There was a need to put another server at home, and I set out to monitor its performance in a home smart home, which is used by Home Assistant. A quick and then thoughtful googling did not give me universal solutions, so I built my own bike.
Introductory: we will monitor the processor load and temperature, RAM and swap load, free disk space, uptime duration, total system load, temperature and state of smart disks separately, and the state of the raid (on a server with ubuntu server 20, a simple software raid1 was raised) ... WD Green drives, GA-525 motherboard with built-in atom525.
The mosquitto broker has already been set up on the smart home server, so mqtt was chosen as the data transfer method.

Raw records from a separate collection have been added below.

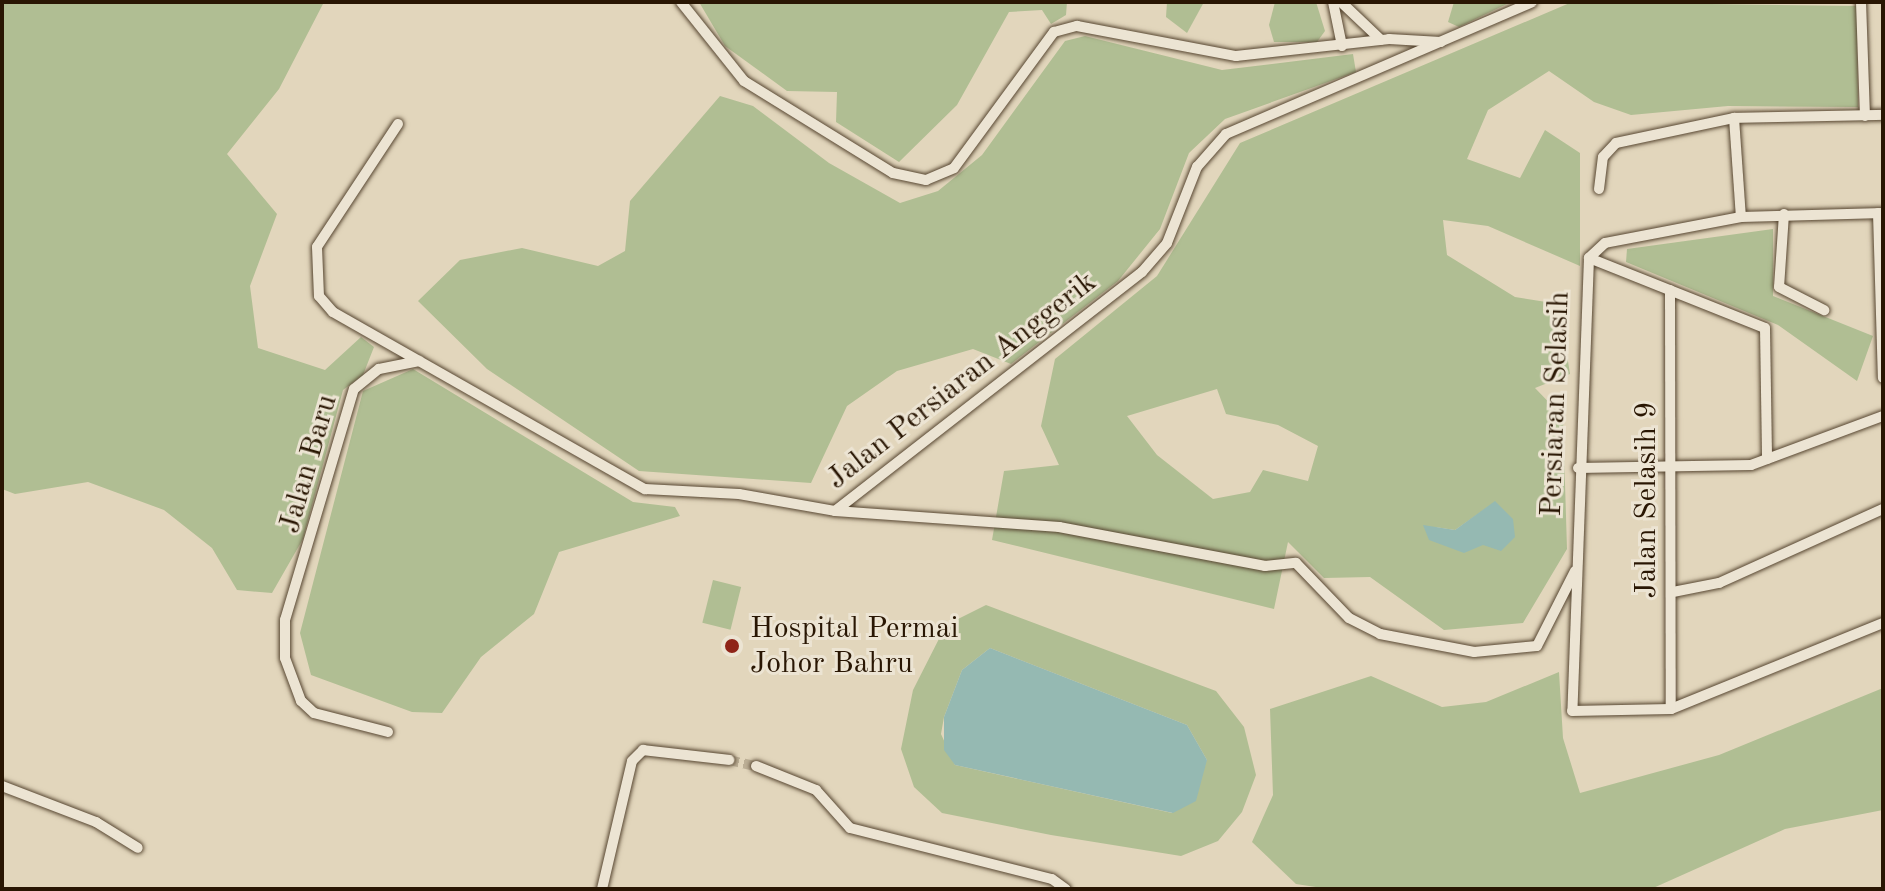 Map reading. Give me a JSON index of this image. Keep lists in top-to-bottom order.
{
  "streets": {
    "street": [
      "Jalan Persiaran Anggerik",
      "Persiaran Selasih",
      "Jalan Baru",
      "Jalan Selasih 9"
    ]
  },
  "crossings": [
    ["Jalan Persiaran Anggerik", "Jalan Baru"],
    ["Persiaran Selasih", "Jalan Selasih 9"]
  ],
  "places": ["Hospital Permai Johor Bahru"]
}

In the first sections of this work, the principles of the applied data collection methods are given, and at the end - the data transfer scripts and HA settings.
All commands in the examples are executed as root.
Table of contents
Collecting system sensors
Collecting system load
data Collecting hard drive
health data Collecting RAID state
data Sending collected data
Configuring Home Assistant
System sensor readings
To get the built-in sensors, we will use the sensors utility
If it is not installed, put it: apt-get install lm-sensors
First, you need to find all the available sensors. We run the command sensors-detect
and answer all questions y . After that, you can see what happened:sensors
It should be noted that personally, my sensors began to display all the sensors found only after a reboot. Maybe some kind of bug, I don't know.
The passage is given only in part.